*PROBLEM DETAILS:* If a line in the records below contains the word "lists", copy it out.

*GIVEN DATA:*
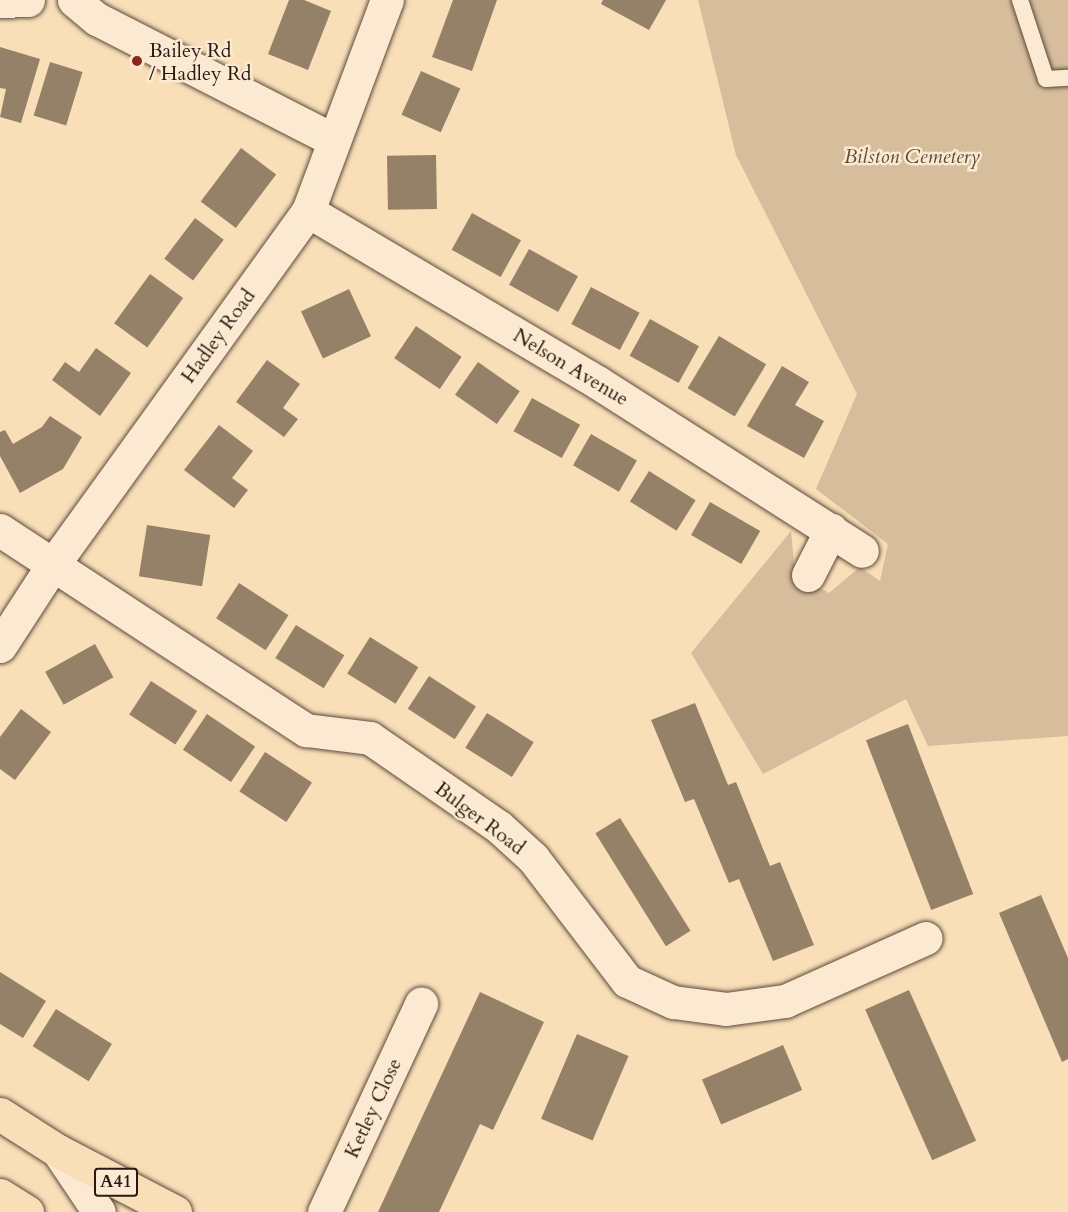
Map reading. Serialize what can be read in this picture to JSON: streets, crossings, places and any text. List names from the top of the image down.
{
  "streets": {
    "highway": ["A41"],
    "street": [
      "Hadley Road",
      "Nelson Avenue",
      "Bulger Road",
      "Ketley Close"
    ]
  },
  "crossings": [
    ["Hadley Road", "Nelson Avenue"],
    ["Hadley Road", "Bulger Road"]
  ],
  "parks": ["Bilston Cemetery"],
  "places": ["Bailey Rd / Hadley Rd"]
}
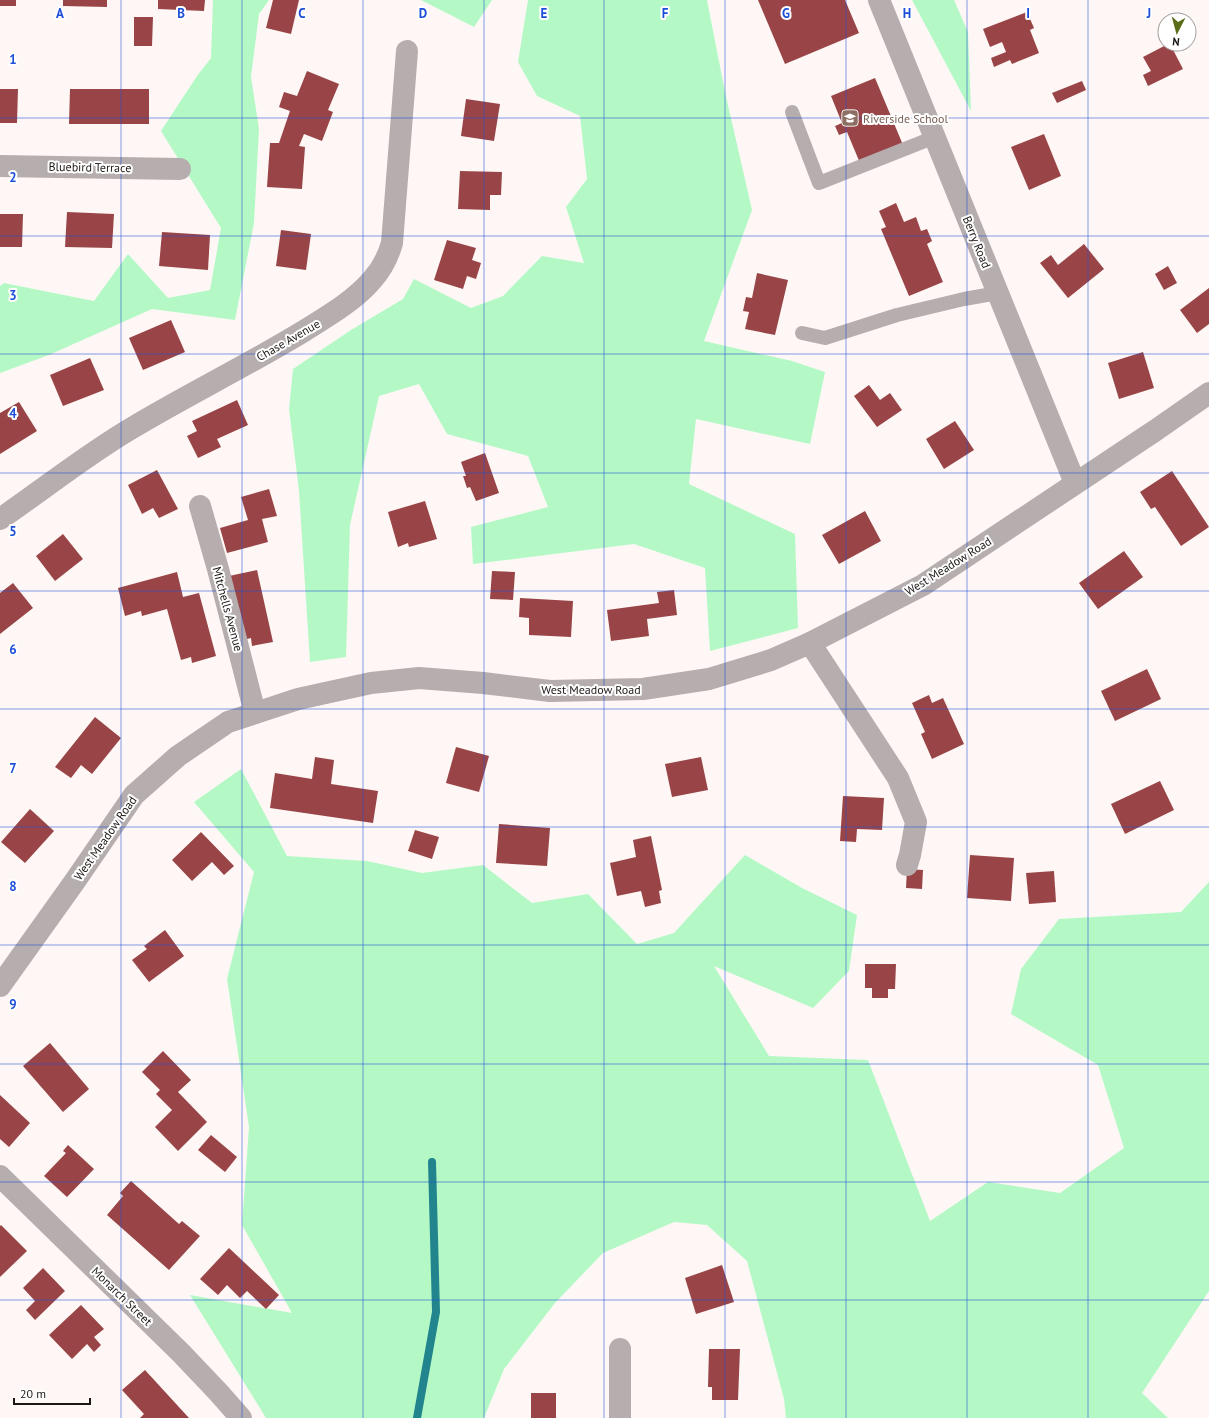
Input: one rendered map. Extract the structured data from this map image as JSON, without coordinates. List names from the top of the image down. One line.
{"streets":{"street":["Bluebird Terrace","Berry Road","Chase Avenue","West Meadow Road","Mitchells Avenue","Monarch Street"]},"crossings":[["Berry Road","West Meadow Road"],["West Meadow Road","Mitchells Avenue"]],"places":{"school or university":["Riverside School"]},"scale_bar":"20 m","north":"bottom","grid":{"columns":["A","B","C","D","E","F","G","H","I","J"],"rows":["1","2","3","4","5","6","7","8","9"]}}
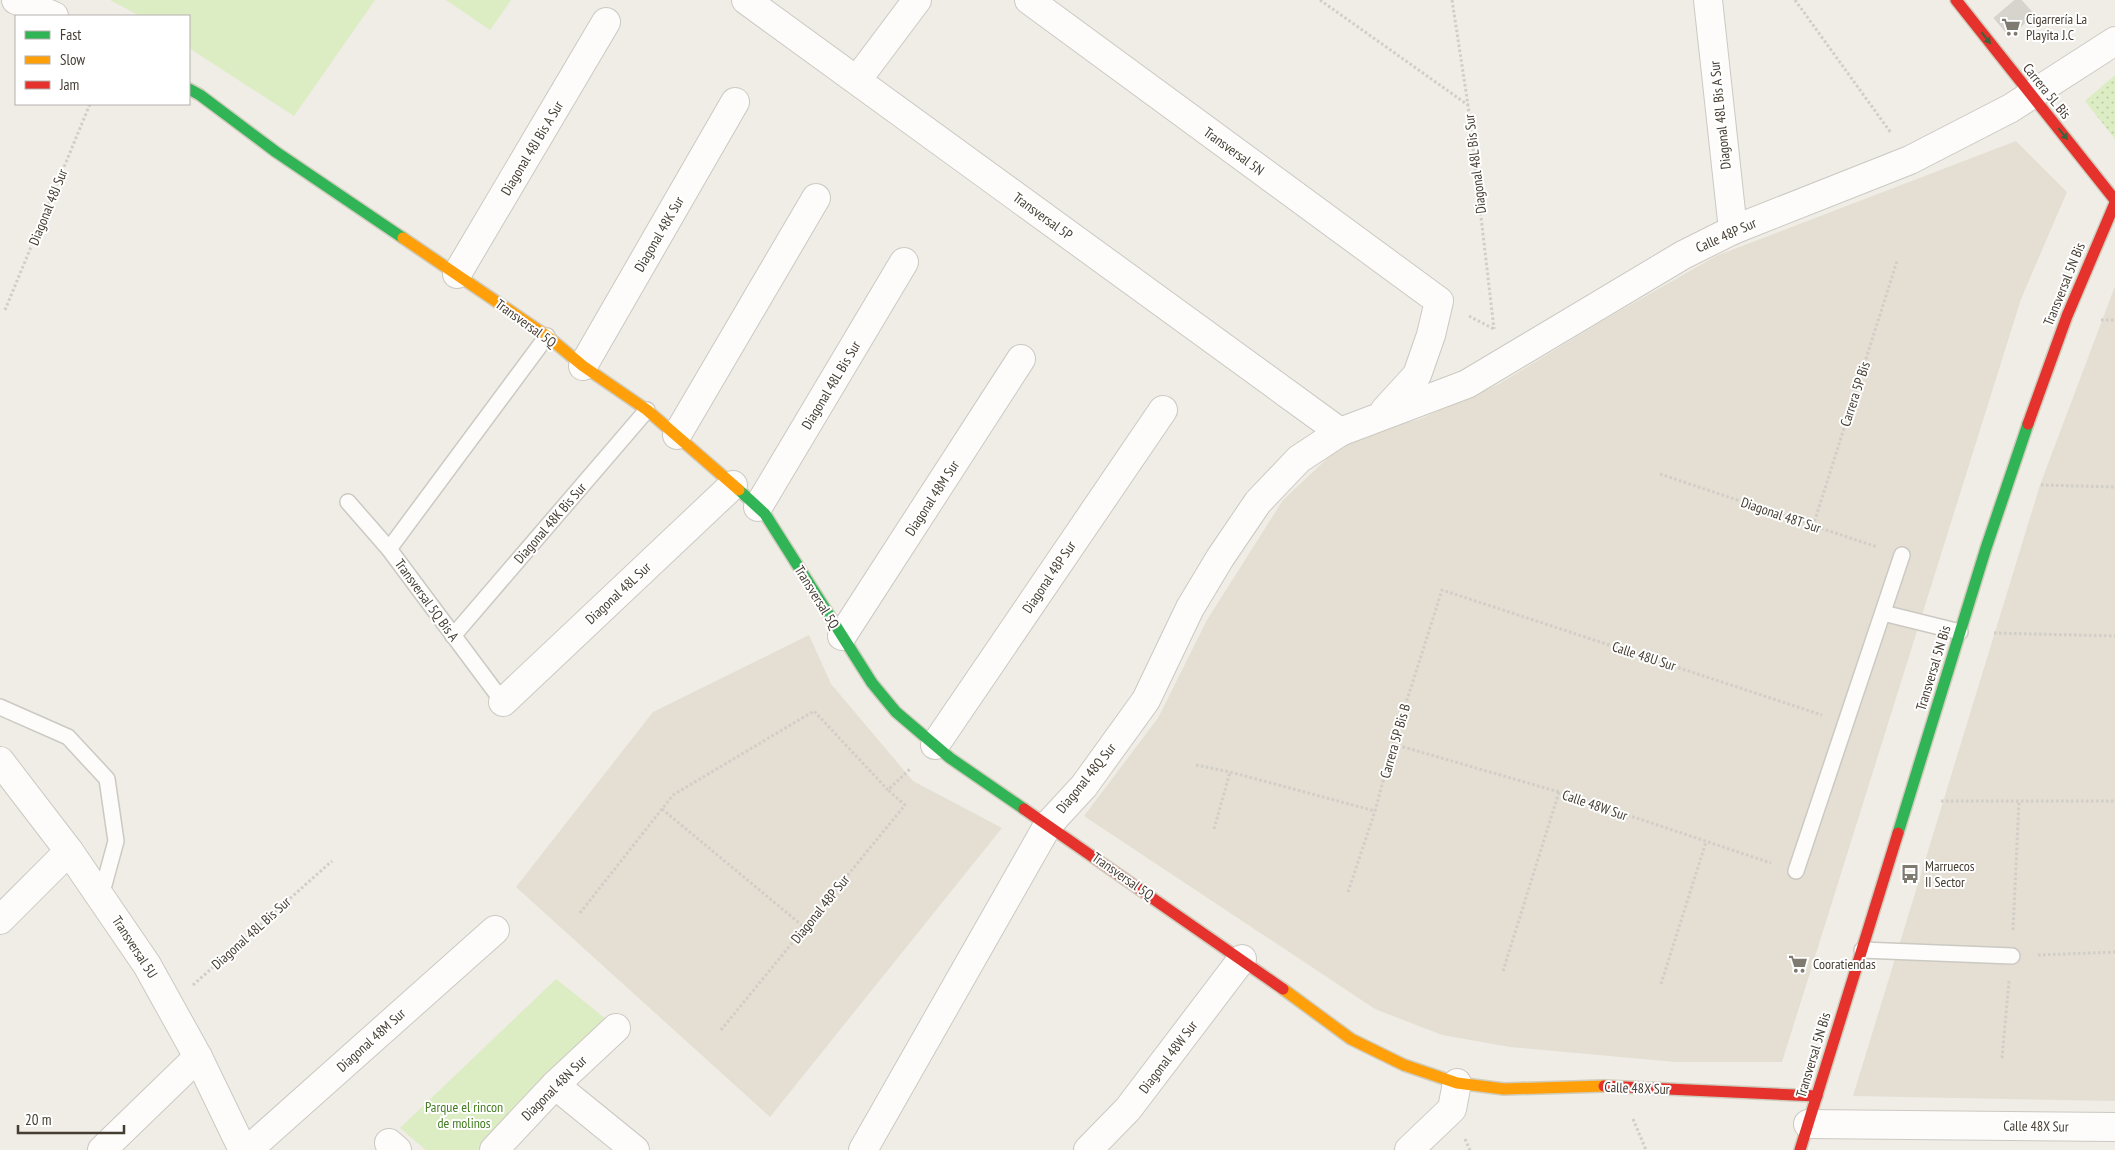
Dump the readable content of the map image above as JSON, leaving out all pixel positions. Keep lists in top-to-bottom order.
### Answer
{
  "streets": {
    "street": [
      "Carrera 5L Bis",
      "Diagonal 48L Bis A Sur",
      "Diagonal 48J Bis A Sur",
      "Transversal 5N",
      "Diagonal 48L Bis Sur",
      "Transversal 5P",
      "Diagonal 48K Sur",
      "Calle 48P Sur",
      "Transversal 5N Bis",
      "Transversal 5Q",
      "Diagonal 48M Sur",
      "Diagonal 48P Sur",
      "Diagonal 48L Sur",
      "Diagonal 48Q Sur",
      "Transversal 5U",
      "Diagonal 48W Sur",
      "Diagonal 48N Sur",
      "Calle 48X Sur"
    ],
    "lane": ["Diagonal 48K Bis Sur", "Transversal 5Q Bis A"],
    "path": [
      "Diagonal 48J Sur",
      "Carrera 5P Bis",
      "Diagonal 48T Sur",
      "Calle 48U Sur",
      "Carrera 5P Bis B",
      "Calle 48W Sur"
    ]
  },
  "crossings": [
    ["Carrera 5L Bis", "Calle 48P Sur"],
    ["Carrera 5L Bis", "Transversal 5N Bis"],
    ["Diagonal 48L Bis A Sur", "Calle 48P Sur"],
    ["Diagonal 48J Bis A Sur", "Transversal 5Q"],
    ["Diagonal 48L Bis Sur", "Transversal 5Q"],
    ["Diagonal 48L Bis Sur", "Transversal 5U"],
    ["Transversal 5P", "Calle 48P Sur"],
    ["Transversal 5P", "Diagonal 48Q Sur"],
    ["Diagonal 48K Sur", "Transversal 5Q"],
    ["Calle 48P Sur", "Diagonal 48Q Sur"],
    ["Transversal 5N Bis", "Calle 48X Sur"],
    ["Transversal 5Q", "Diagonal 48M Sur"],
    ["Transversal 5Q", "Diagonal 48K Bis Sur"],
    ["Transversal 5Q", "Diagonal 48P Sur"],
    ["Transversal 5Q", "Diagonal 48L Sur"],
    ["Transversal 5Q", "Diagonal 48Q Sur"],
    ["Transversal 5Q", "Diagonal 48W Sur"],
    ["Transversal 5Q", "Calle 48X Sur"],
    ["Carrera 5P Bis", "Diagonal 48T Sur"],
    ["Diagonal 48K Bis Sur", "Transversal 5Q Bis A"],
    ["Diagonal 48L Sur", "Transversal 5Q Bis A"],
    ["Calle 48U Sur", "Carrera 5P Bis B"],
    ["Carrera 5P Bis B", "Calle 48W Sur"]
  ],
  "one_way": ["Carrera 5L Bis"],
  "parks": ["Parque el rincon de molinos"],
  "places": {
    "supermarket": ["Cigarrería La Playita J.C", "Cooratiendas"],
    "bus stop": ["Marruecos II Sector"]
  },
  "legend": ["Fast", "Slow", "Jam"],
  "scale_bar": "20 m"
}
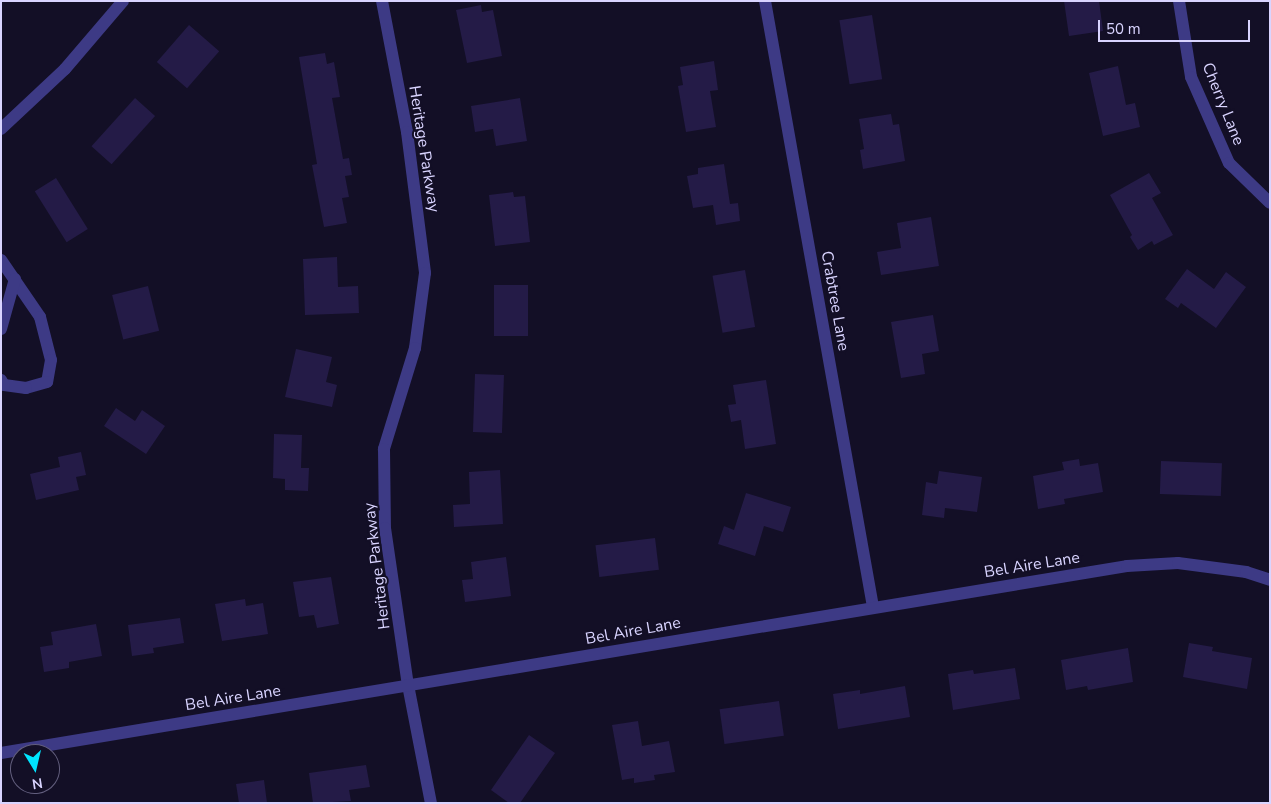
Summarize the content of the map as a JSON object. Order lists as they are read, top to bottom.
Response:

*COMPLETED TASK:*
Dump the readable content of the map image above as JSON, leaving out all pixel positions. Keep lists in top-to-bottom order.
Summarize the content of the map as a JSON object. Order lists as they are read, top to bottom.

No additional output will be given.